Si les pourfendeurs de la décriminalisation peuvent sous-estimer la valeur de la psilocybine, certains défendeurs la surenchérissent, comme les propriétaires de la boutique Funguyz, selon lesquels la psilocybine en microdose serait médicinale.
La réalité serait plus complexe. Malgré des tests cliniques qui sont fructueux, on ne pourrait dire si la molécule à haute dose est «en elle-même thérapeutique, explique le Dr Garel. Elle n’a jamais été étudiée à l’extérieur d’une intervention globale».
L’utilisation de la psilocybine de cette manière ne serait donc qu’un élément parmi d’autres qui constituent ensemble une «intervention globale». Il importe aussi de rappeler que les personnes chez qui ces effets sont mesurés «ont des diagnostics de problèmes de santé mentale», ce qui n’est pas le cas de l’ensemble de la population.
Lorsqu’utilisé à l’extérieur d’un contexte psychothérapeutique, comme en microdose, soit d’une quantité suffisamment faible que «les gens ne soient pas censés savoirs qu’ils ont des effets», les données sont embryonnaires. À ce niveau, «on a ici des données qui montrent qu’il y aurait peut-être des effets sur l’attention, la douleur, l’humeur et la concentration, mais ce n’est pas sûr encore si les effets sont seulement dû à l’effet placébo», poursuit le Dr Garel, démentant l’argument de Funguyz.
Des vertus à explorer
Les drogues psychédéliques comme les champignons magiques font l’objet de récentes recherches. La situation n’est pas sans rappeler le parcours légal que le cannabis a subi. Plusieurs années avant son ultime légalisation, son utilisation à des fins thérapeutiques a été permise, mais contrôlée.
À l’heure actuelle, pour recevoir un traitement psychothérapeutique qui inclut la psilocybine, le patient doit avoir échoué «toutes les autres interventions». Contrairement à d’autres formes d’interventions, le traitement à la psilocybine est «très demandant». Si l’encadrement psychothérapeutique réduit les risques et que la «marge de sécurité est élevée, des personnes peuvent sortir de là avec de la détresse. Les conséquences peuvent ne pas être banales», admet le Dr Garel.
L’accompagnement permet d’atténuer ces risques, mais aussi «d’intégrer les expériences acquises» lors de la consommation de la substance à des fins positives. Une telle intégration positive et une réduction des méfaits n’est pas mesurée par rapport à une consommation effectuée à l’extérieur du contexte d’accompagnement clinique, laquelle serait permise advenant une décriminalisation.

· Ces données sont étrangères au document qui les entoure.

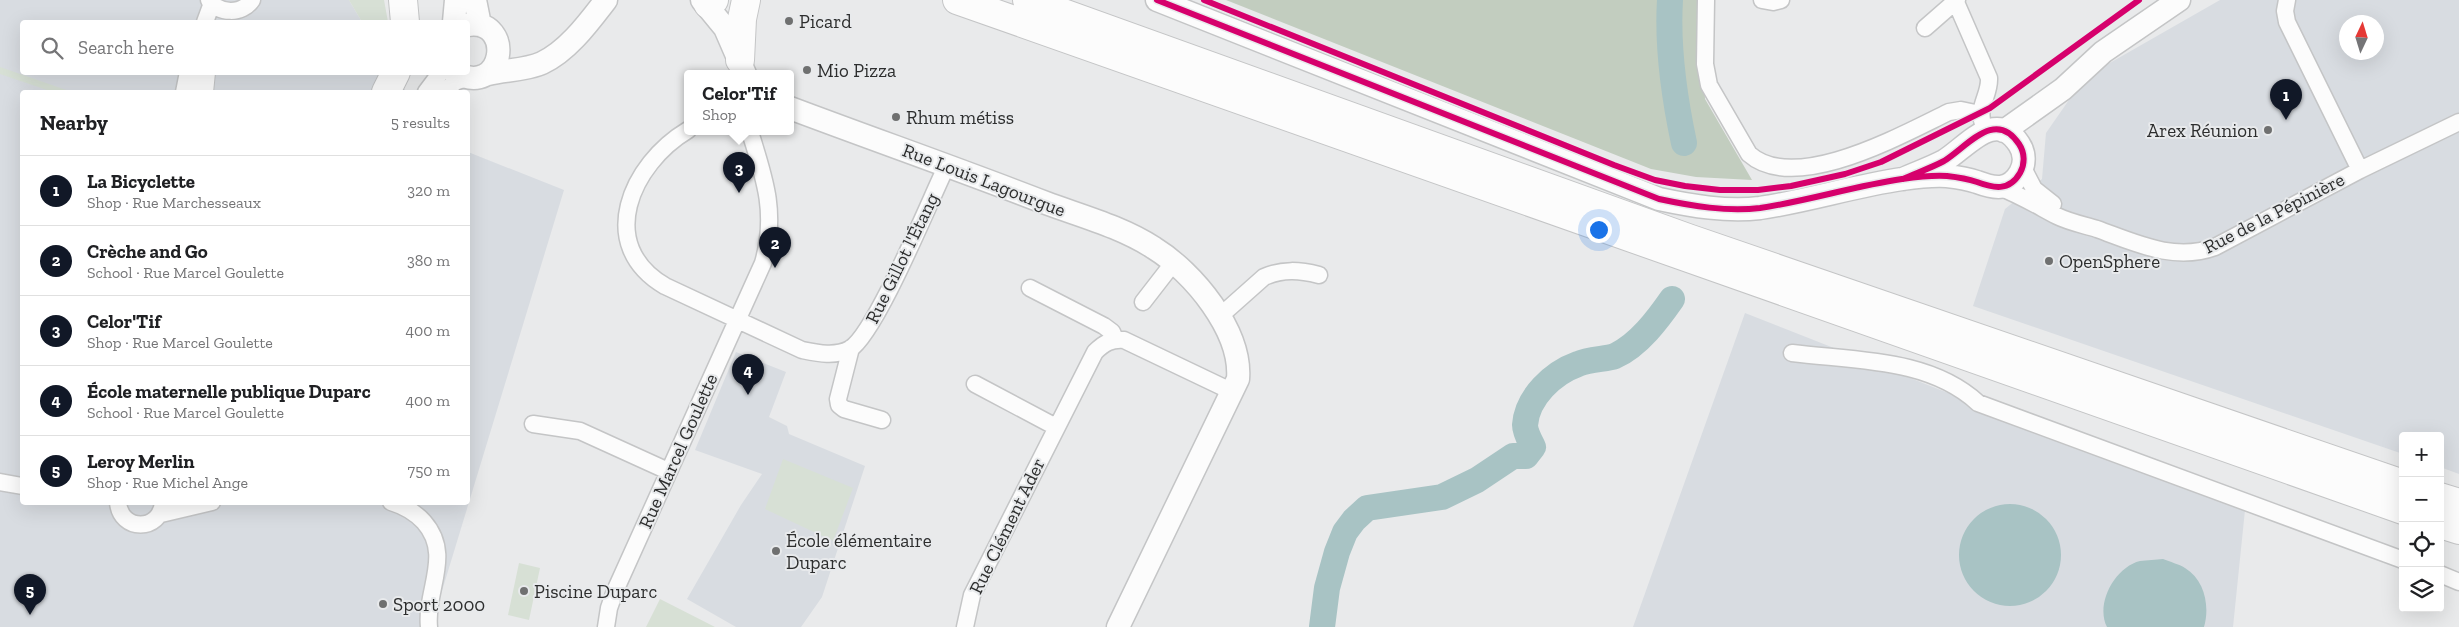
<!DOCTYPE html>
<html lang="en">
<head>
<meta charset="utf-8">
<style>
	:root { --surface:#fff; --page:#f2f2f2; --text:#202124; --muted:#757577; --line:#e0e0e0; --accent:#111827 }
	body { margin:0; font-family:"Zilla Slab",serif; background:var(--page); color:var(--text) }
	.controls { position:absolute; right:15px; bottom:15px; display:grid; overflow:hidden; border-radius:5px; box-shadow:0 5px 20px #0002 }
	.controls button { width:45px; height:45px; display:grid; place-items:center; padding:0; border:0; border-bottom:1px solid var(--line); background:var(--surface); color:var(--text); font:25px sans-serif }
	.compass { position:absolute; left:2339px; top:15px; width:45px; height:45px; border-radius:50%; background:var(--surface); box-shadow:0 5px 20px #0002; rotate:4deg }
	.you { position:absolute; left:1598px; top:229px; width:18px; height:18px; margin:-12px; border:4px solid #fff; border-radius:50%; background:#1a73e8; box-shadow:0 0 0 8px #1a73e833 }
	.badge { display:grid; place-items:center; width:32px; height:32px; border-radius:50%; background:var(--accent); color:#fff; font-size:16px; font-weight:700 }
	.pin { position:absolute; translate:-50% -41px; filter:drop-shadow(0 1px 2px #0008) }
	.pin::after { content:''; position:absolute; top:26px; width:18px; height:15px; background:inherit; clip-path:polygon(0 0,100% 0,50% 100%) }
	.popup { position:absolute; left:684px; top:70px; width:110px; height:65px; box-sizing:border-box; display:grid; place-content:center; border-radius:5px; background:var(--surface); filter:drop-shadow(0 1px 4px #0005); font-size:16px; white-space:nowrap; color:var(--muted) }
	.popup b { font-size:19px; color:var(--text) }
	.popup::after { content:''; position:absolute; left:50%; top:100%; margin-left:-10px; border:10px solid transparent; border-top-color:var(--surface) }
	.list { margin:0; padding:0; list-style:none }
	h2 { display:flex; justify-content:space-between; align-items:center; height:65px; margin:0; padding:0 20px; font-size:21px }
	h2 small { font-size:16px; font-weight:400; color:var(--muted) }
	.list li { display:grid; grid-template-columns:32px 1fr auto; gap:15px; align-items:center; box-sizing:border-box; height:70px; padding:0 20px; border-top:1px solid var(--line) }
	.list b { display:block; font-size:19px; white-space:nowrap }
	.list p { margin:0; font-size:16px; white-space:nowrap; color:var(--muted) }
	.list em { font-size:16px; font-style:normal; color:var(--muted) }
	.icon { flex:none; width:28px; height:28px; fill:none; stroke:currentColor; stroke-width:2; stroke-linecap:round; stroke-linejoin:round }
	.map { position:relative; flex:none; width:2459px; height:627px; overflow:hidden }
	.search { position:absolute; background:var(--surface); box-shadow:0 5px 20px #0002; left:20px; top:20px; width:450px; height:55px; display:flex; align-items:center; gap:12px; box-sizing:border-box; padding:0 18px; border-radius:5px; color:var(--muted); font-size:19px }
	.panel { position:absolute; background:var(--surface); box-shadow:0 5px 20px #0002; left:20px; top:90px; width:450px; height:415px; border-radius:5px }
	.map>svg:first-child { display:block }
	.built { fill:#d8dce1; fill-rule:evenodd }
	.green { fill:#d7e0d5 }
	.forest { fill:#c2cdbf }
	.water { fill:#a8c3c4 }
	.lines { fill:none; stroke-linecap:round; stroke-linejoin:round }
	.river { stroke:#a8c3c4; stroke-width:26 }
	.street-casing { stroke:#c4c5c6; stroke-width:19 }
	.secondary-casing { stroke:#c4c5c6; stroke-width:25 }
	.highway-casing { stroke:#c4c5c6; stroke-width:30 }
	.street { stroke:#fcfcfc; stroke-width:16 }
	.secondary { stroke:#fcfcfc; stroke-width:22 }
	.highway { stroke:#fcfcfc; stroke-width:28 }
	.cycleway-casing { stroke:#e8eaec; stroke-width:9 }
	.cycleway { stroke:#d6006c; stroke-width:6 }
	.poi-dot { fill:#6f7070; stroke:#e8eaec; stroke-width:2 }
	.labels { text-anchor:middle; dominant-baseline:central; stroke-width:4; stroke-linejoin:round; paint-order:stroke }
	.poi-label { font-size:19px; fill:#2d2e2e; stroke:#e8eaec; text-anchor:start }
	.street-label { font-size:19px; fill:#2d2e2e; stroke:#e8eaec }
</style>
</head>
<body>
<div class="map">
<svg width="2459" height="627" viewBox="0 0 2459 627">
	<rect width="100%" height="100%" fill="#e9eaeb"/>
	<path class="built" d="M0,0H349L362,22H22V72L391,73L407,92H22V502H468V152L564,190L431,627H0Z
		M2220,0H2459V474L2440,467V436H2403V454L1973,306L2005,209L2042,179L2046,133L2071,97L2108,64ZM2346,22H2376V52H2346Z
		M1745,313L2245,510L2233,627H1633Z
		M736,352L786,372L769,417L787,426L789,434L865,466L822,597L801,627H736L687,599L741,505L762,474L695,450Z"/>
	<path class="green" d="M349,0H384L388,22H362Z
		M0,67L72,92H53L0,74Z
		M783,459L853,488L833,541L765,509Z
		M519,563L540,568L529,620L508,615Z
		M660,599L715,627H646Z"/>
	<path class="forest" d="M1226,0H1700L1705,99L1752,180L1696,177L1651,169Z"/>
	<path class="water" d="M1959 555a51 51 0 1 1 102 0a51 51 0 1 1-102 0Z
		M2163,559C2170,562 2179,564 2185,568C2205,580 2210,607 2204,627H2107C2095,604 2115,567 2140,561C2147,560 2156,560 2163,559Z"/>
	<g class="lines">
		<path class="river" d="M1670,0C1667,48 1674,96 1684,143
			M1322,627L1327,588L1337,552L1345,532L1354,520L1367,508L1442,497L1477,480L1513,456H1526L1533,447C1530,441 1525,432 1525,425C1527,397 1553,373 1578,364C1589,359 1607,359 1615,356C1639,345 1658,319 1672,299"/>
		<g class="street-casing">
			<path id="street" d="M209,0C219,14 242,15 252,0
				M1706,0L1705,64L1709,85L1749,154C1795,195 1903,134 1949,112L1961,110L1980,114
				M1762,0L1773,2L1781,0
				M1955,0L1989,78C1990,95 1977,106 1983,124
				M2287,0L2285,11L2287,22L2360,170
				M205,22L212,3
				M1925,28L1957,0
				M184,92L188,72
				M426,92L441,72
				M444,92L455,82L466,78
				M688,130C631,164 595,245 665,286L802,350C817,353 835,357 850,349C876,333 930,200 947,165
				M2022,166L2034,189L2053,204
				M1999,187C2020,195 2038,206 2057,216C2069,222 2084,225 2097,229C2136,243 2174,262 2215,247L2360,170L2459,122
				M1030,288L1104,326L1112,332L1115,339
				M1143,302L1174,262
				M1219,317L1264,277C1283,269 1299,270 1319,275
				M851,348L838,399L839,405L844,409L882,420
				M1792,353C1855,361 1929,358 1978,403L2403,560
				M975,384L1056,427
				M533,424L580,431L668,471
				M0,482L22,486
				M118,502C120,532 161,532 163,502
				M391,502C404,506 415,512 424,522C453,555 425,590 429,627
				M161,514L212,502
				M2440,574L2459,582
				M606,627L609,608L615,591L763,263C777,214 765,179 750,132
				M965,627L972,595L1095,352C1104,343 1111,339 1124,340L1233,392"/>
		</g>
		<g class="secondary-casing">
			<path id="secondary" d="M475,0L480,25
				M702,0L725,28L745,74
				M1157,0L1659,199C1692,206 1727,212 1760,208C1808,201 1854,186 1902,179C1916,177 1933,175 1947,176C1956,177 1968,179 1977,182C1993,188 2009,192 2020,173C2025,164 2025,153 2019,144C1995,108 1967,147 1944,161C1931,168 1916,173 1903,179
				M454,22L456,0
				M454,72C505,100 515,18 468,25
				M488,74C505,70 527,70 542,63C568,51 589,22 606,0
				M790,108C875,140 961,170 1046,203C1081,216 1122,227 1154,248C1193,272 1242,331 1238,379L1118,627
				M2004,131L2063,89L2103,52L2179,0"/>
		</g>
		<g class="highway-casing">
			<path id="highway" d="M403,0L405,22
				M957,0L2403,510
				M1027,0L1688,238L2403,484
				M708,4L714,0
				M740,60L742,19L746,0
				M199,92L201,72
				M386,92L396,72
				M2440,497L2459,503
				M2440,524L2459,530"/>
		</g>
		<use href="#street" class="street"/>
		<use href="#secondary" class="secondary"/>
		<use href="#highway" class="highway"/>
		<g class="cycleway-casing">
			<path id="cycleway" d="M1157,0L1659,199C1692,206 1727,212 1760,208C1808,201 1854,186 1902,179C1916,177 1933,175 1947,176C1956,177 1968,179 1977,182C1993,188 2009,192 2020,173C2025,164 2025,153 2019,144C1995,108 1967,147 1944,161C1931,168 1916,173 1903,179
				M1204,0L1614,165L1655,180L1685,186L1720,190H1758L1791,186L1845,174L1881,162L1990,108L2139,0"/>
		</g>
		<use href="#cycleway" class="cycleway"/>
	</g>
	<g class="poi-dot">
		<circle cx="789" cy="21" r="5"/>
		<circle cx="807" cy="70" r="5"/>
		<circle cx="896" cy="117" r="5"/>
		<circle cx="2268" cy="130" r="5"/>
		<circle cx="2049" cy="261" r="5"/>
		<circle cx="776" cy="551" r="5"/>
		<circle cx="524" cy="591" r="5"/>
		<circle cx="383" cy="604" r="5"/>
	</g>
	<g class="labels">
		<g class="poi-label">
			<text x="799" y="21">Picard</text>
			<text x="817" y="70">Mio Pizza</text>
			<text x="906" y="117">Rhum métiss</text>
			<text x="2258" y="130" text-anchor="end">Arex Réunion</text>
			<text x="2059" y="261">OpenSphere</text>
			<text x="786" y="540">École élémentaire<tspan x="786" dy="22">Duparc</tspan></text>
			<text x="534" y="591">Piscine Duparc</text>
			<text x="393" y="604">Sport 2000</text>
		</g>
		<g class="street-label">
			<text transform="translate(984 180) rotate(21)">Rue Louis Lagourgue</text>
			<text transform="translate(2274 213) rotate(-27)">Rue de la Pépinière</text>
			<text transform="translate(902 258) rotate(-64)">Rue Gillot l'Étang</text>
			<text transform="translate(678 451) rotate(-66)">Rue Marcel Goulette</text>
			<text transform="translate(1007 526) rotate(-64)">Rue Clément Ader</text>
		</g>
	</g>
</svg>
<div class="controls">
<button>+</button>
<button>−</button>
<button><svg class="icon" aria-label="locate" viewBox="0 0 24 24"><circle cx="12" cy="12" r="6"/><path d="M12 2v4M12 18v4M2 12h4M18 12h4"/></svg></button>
<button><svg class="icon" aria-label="layers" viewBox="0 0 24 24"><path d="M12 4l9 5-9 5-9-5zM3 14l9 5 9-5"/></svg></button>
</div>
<svg class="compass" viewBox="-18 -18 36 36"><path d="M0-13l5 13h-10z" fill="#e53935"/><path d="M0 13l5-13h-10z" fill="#757577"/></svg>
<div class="you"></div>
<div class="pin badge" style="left:2286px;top:120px">1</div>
<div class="pin badge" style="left:775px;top:268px">2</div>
<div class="pin badge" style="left:739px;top:193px">3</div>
<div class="popup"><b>Celor'Tif</b>Shop</div>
<div class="pin badge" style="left:748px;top:395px">4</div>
<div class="pin badge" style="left:30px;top:615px">5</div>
<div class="search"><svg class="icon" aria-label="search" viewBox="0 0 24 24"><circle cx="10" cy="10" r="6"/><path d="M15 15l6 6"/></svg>Search here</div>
<section class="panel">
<h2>Nearby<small>5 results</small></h2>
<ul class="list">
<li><span class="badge">1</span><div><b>La Bicyclette</b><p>Shop · Rue Marchesseaux</p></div><em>320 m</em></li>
<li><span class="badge">2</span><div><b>Crèche and Go</b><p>School · Rue Marcel Goulette</p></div><em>380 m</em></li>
<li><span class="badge">3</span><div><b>Celor'Tif</b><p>Shop · Rue Marcel Goulette</p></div><em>400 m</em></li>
<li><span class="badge">4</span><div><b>École maternelle publique Duparc</b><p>School · Rue Marcel Goulette</p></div><em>400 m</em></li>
<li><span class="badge">5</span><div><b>Leroy Merlin</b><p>Shop · Rue Michel Ange</p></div><em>750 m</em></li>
</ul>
</section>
</div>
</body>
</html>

Si des données soutiennent néanmoins que la décriminalisation impliquerait «beaucoup de bénéfices pour diminuer les conséquences négatives» de la consommation, il s’agit «d’un enjeu de société». Pour décider de la marche à suivre, étant donnée la complexité de la question, «ça nécessite beaucoup de monde, des tables d’experts, etc., partage le Dr Garel, qui étudie de près les effets thérapeutiques des champignons magiques.
Position claire
La Ville de Montréal est ouvertement en faveur de la décriminalisation des drogues, notamment des champignons magiques. «Dans une optique de santé publique et considérant la crise des surdoses liées aux opioïdes et aux autres drogues illicites qui sévit depuis plusieurs années, la décriminalisation des drogues sauve des vies par la réduction des méfaits», commente l’attachée de presse au cabinet de la mairesse, Béatrice Saulnier-Yelle.
«Quand on traite les enjeux de consommation dans une perspective de santé publique, on crée un climat de confiance qui favorise les interventions rapides qui réduisent les risques pour les consommateurs. Cette approche est également défendue par l’Association canadienne des chefs de police, le SPVM, et la santé publique», conclut-elle.